(Collected data entries)

[Start of section]

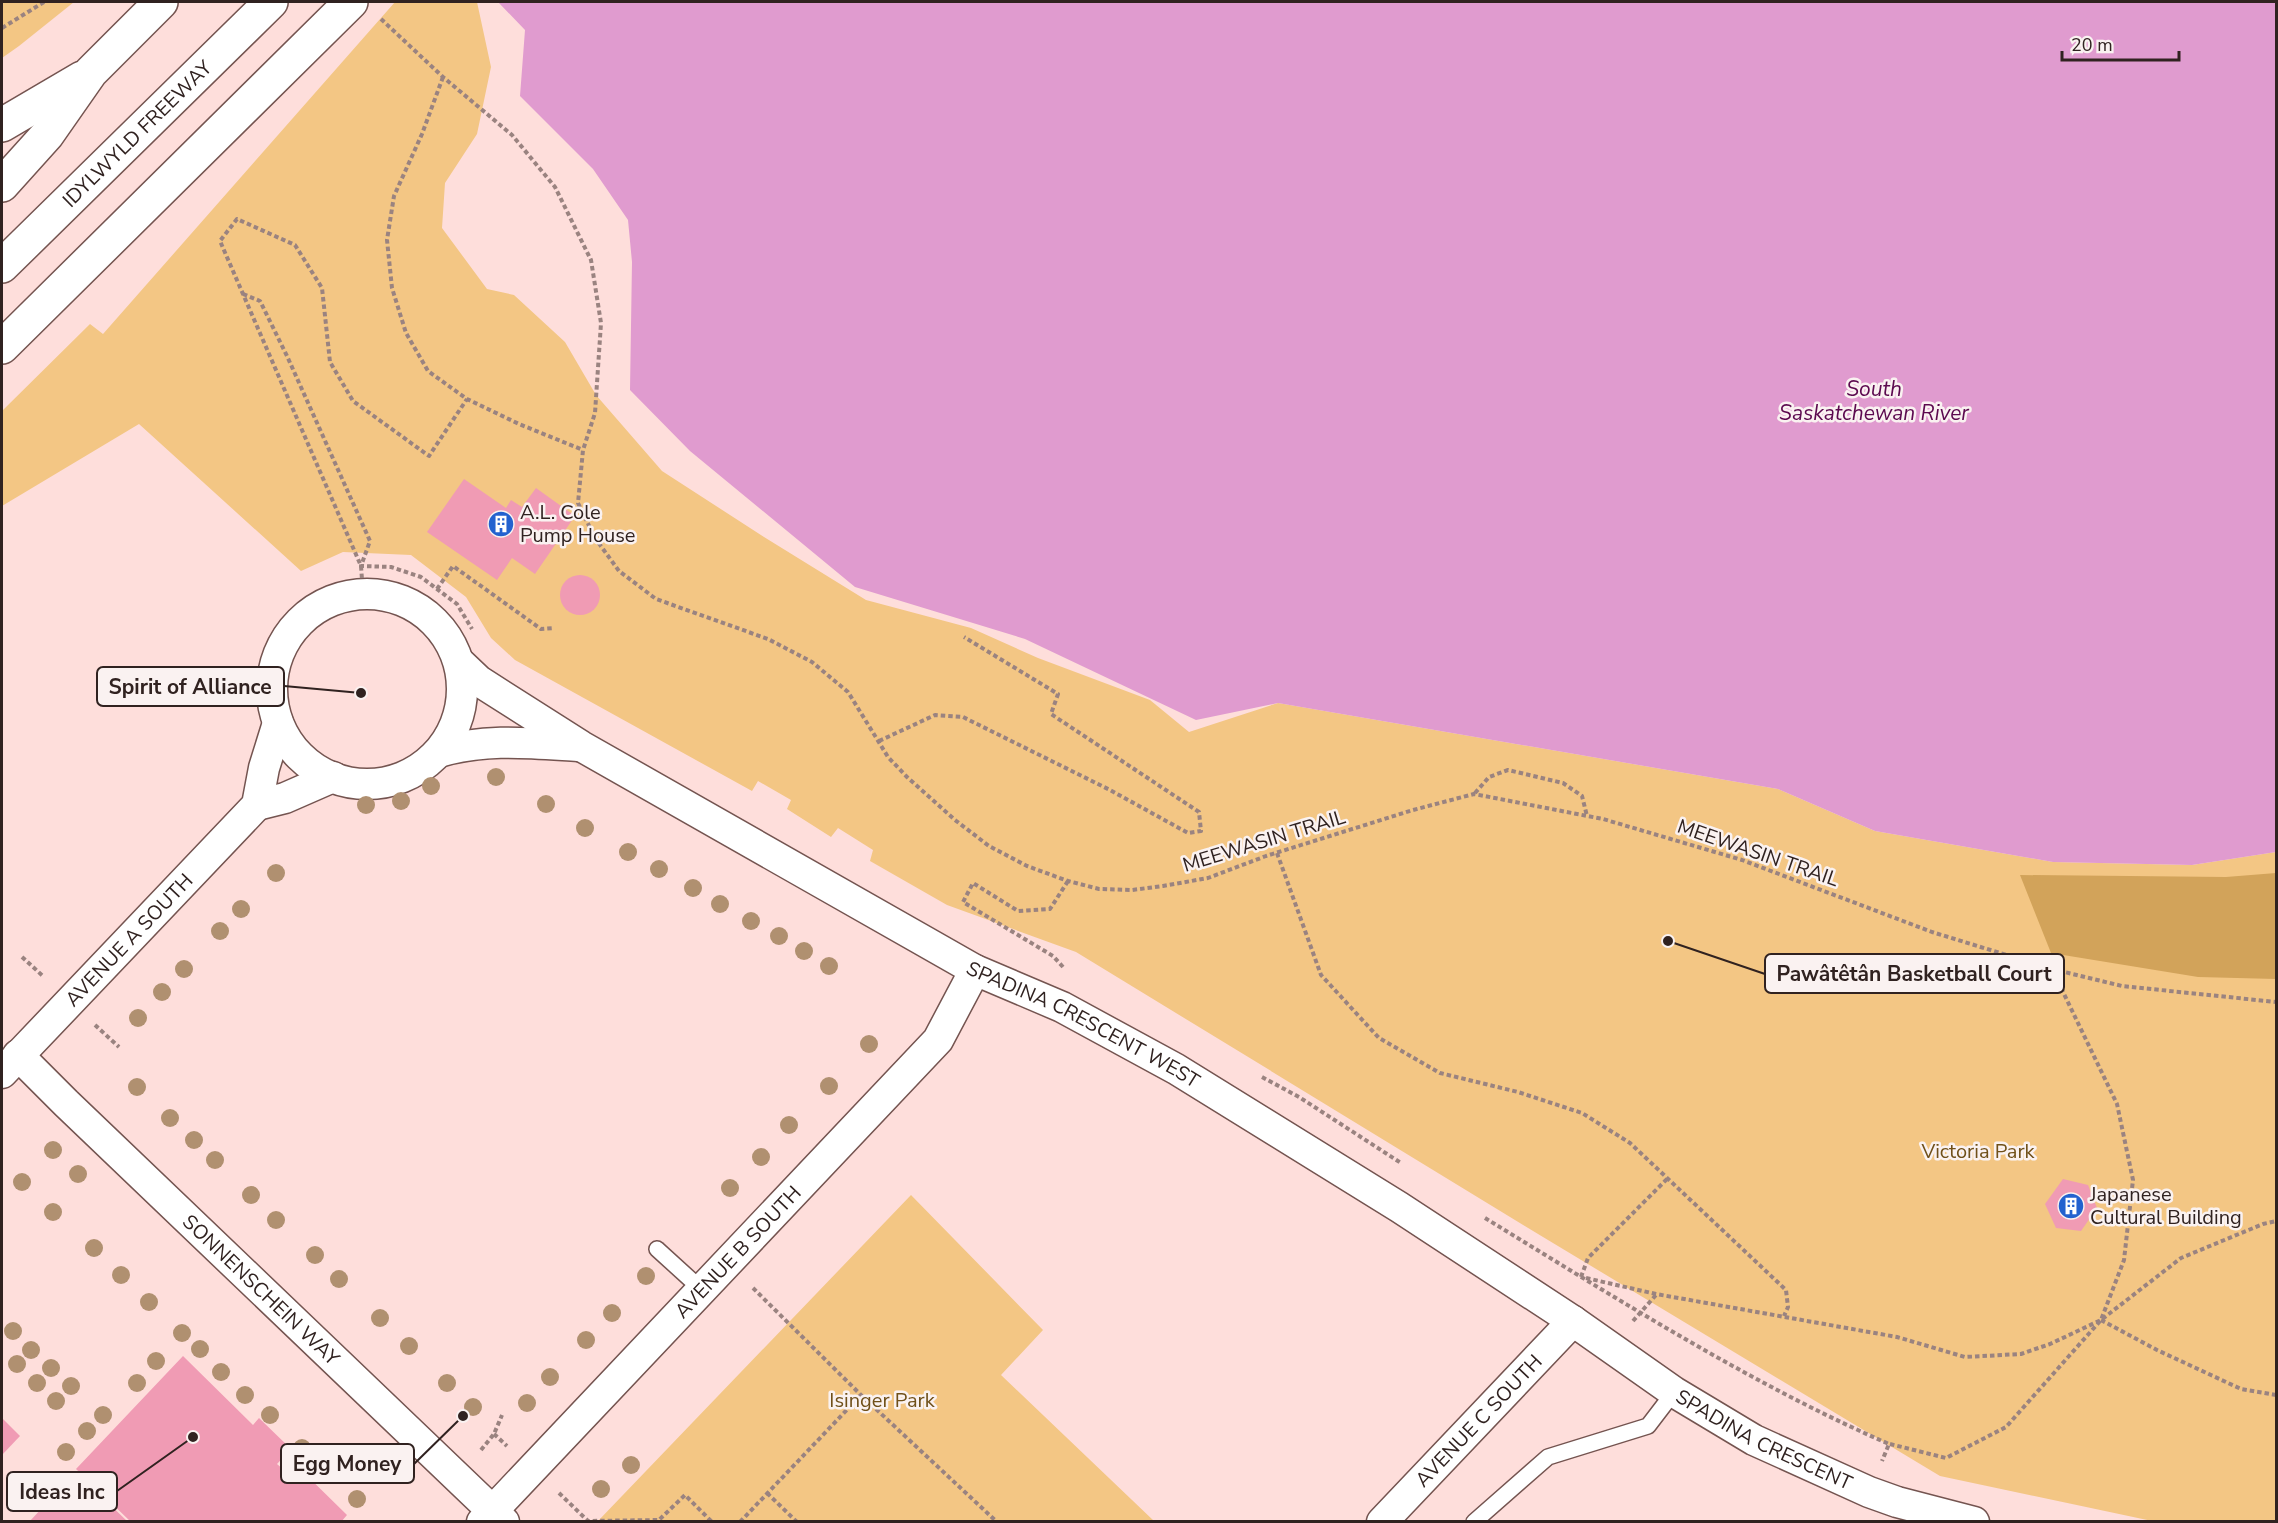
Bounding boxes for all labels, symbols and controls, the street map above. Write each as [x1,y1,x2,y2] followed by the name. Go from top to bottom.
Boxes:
[2062,24,2179,62] scale bar
[2071,33,2113,57] text: 20 m
[56,53,218,213] street label: IDYLWYLD FREEWAY
[1779,375,1969,427] water label: South Saskatchewan River
[520,499,636,549] place label: A.L. Cole Pump House
[486,509,516,539] building icon: A.L. Cole Pump House
[97,667,284,706] callout: Spirit of Alliance
[108,673,272,701] text: Spirit of Alliance
[1179,803,1349,879] street label: MEEWASIN TRAIL
[1674,813,1842,893] street label: MEEWASIN TRAIL
[59,867,199,1012] street label: AVENUE A SOUTH
[962,954,1205,1094] street label: SPADINA CRESCENT WEST
[1765,954,2064,993] callout: Pawâtêtân Basketball Court
[1776,960,2052,988] text: Pawâtêtân Basketball Court
[1920,1138,2036,1165] park label: Victoria Park
[668,1180,807,1324] street label: AVENUE B SOUTH
[2089,1181,2242,1231] place label: Japanese Cultural Building
[2056,1191,2086,1221] building icon: Japanese Cultural Building
[177,1208,346,1372] street label: SONNENSCHEIN WAY
[1409,1348,1548,1493] street label: AVENUE C SOUTH
[1671,1383,1857,1496] street label: SPADINA CRESCENT
[829,1387,936,1414] park label: Isinger Park
[281,1444,414,1483] callout: Egg Money
[293,1450,402,1478] text: Egg Money
[7,1472,117,1511] callout: Ideas Inc
[19,1478,105,1506] text: Ideas Inc

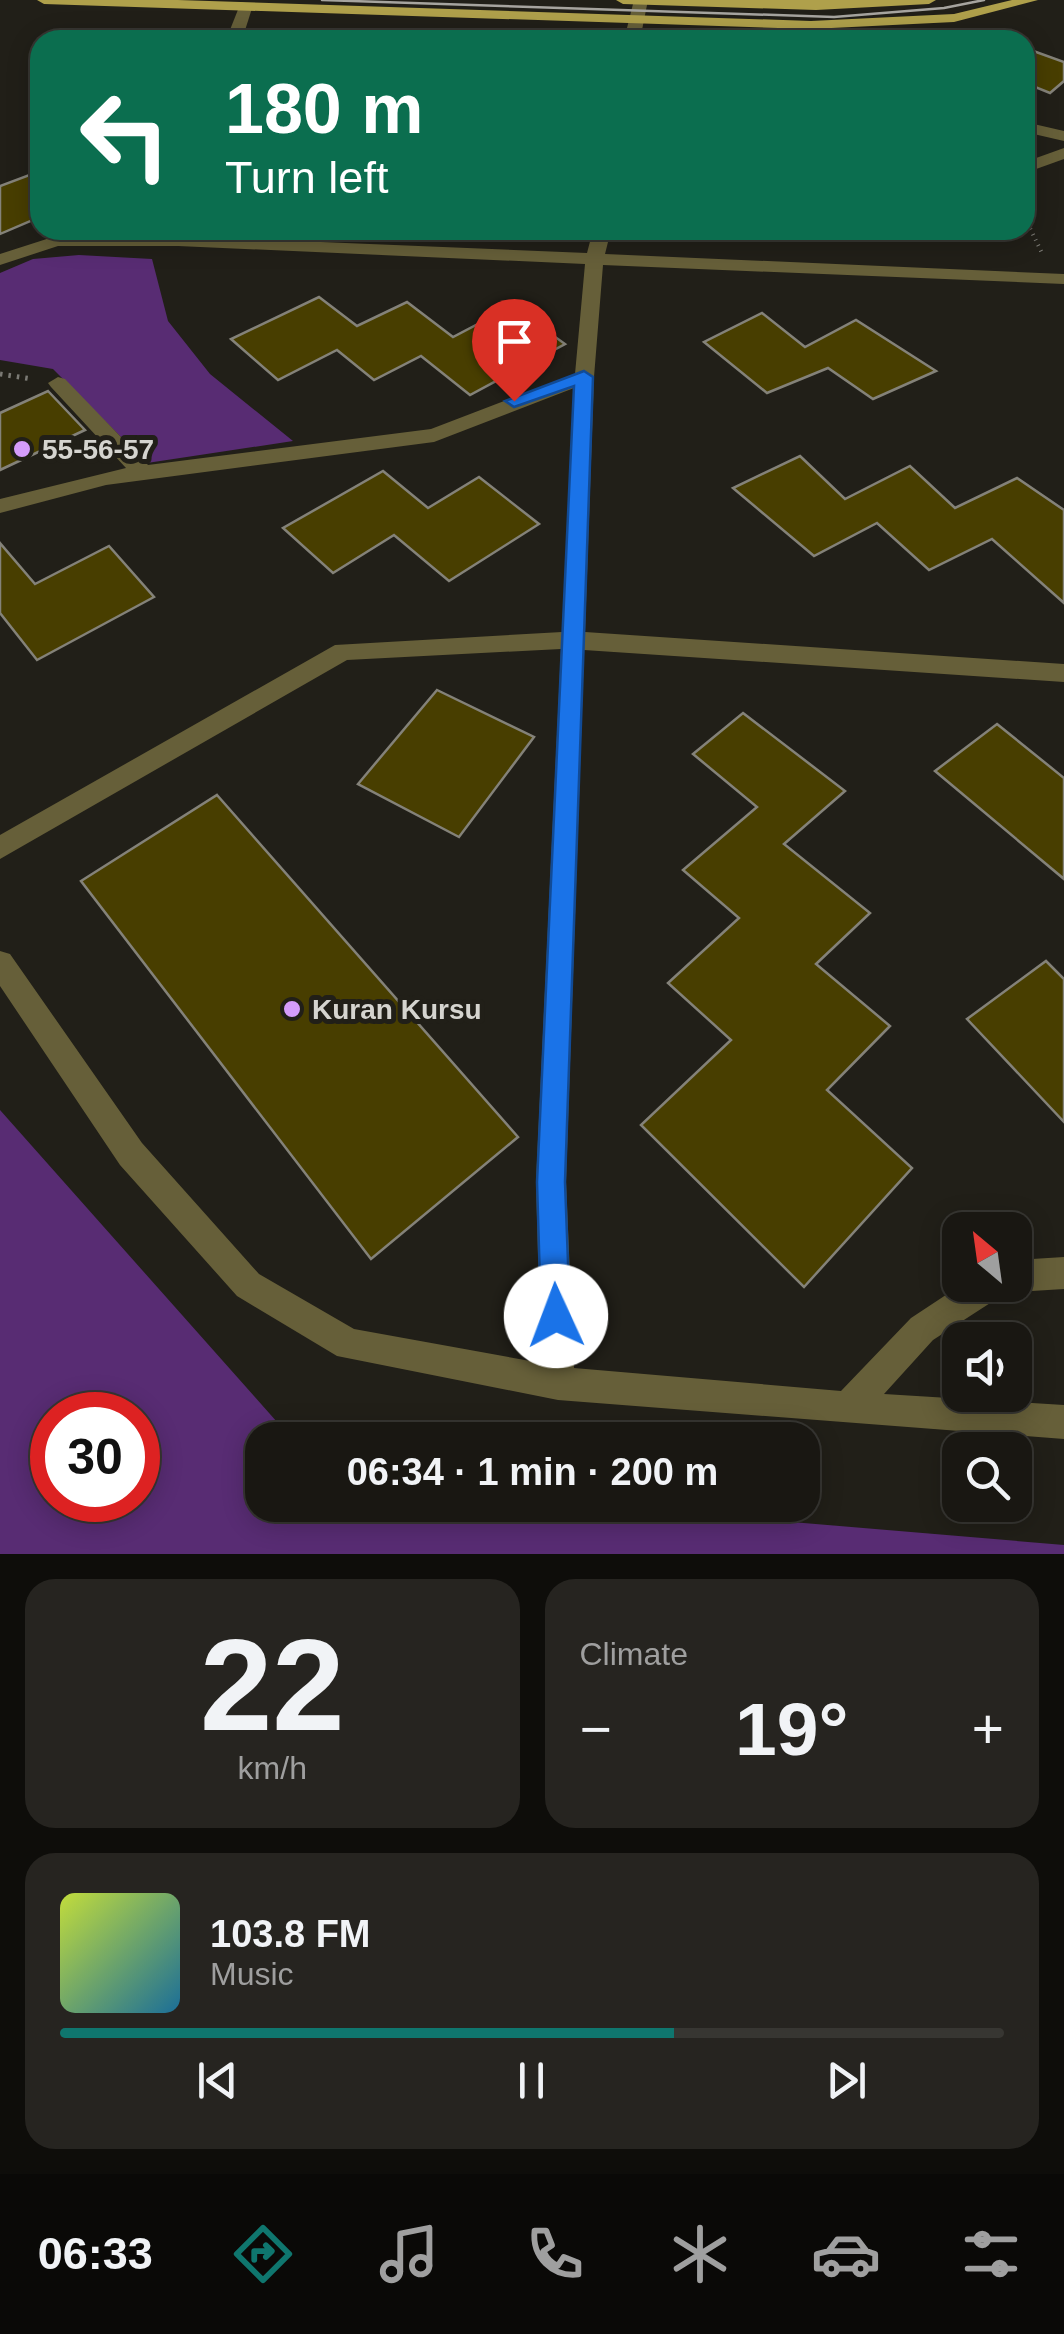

[End of section]

ASSIGNMENT: Look for the word "street" in the data, then return every line that contains it.

RESULT:
Bounding boxes for all labels, symbols and controls, the street map above. Write each as [x1,y1,x2,y2] followed by the name. Go from top to bottom.
[56,53,218,213] street label: IDYLWYLD FREEWAY
[1179,803,1349,879] street label: MEEWASIN TRAIL
[1674,813,1842,893] street label: MEEWASIN TRAIL
[59,867,199,1012] street label: AVENUE A SOUTH
[962,954,1205,1094] street label: SPADINA CRESCENT WEST
[668,1180,807,1324] street label: AVENUE B SOUTH
[177,1208,346,1372] street label: SONNENSCHEIN WAY
[1409,1348,1548,1493] street label: AVENUE C SOUTH
[1671,1383,1857,1496] street label: SPADINA CRESCENT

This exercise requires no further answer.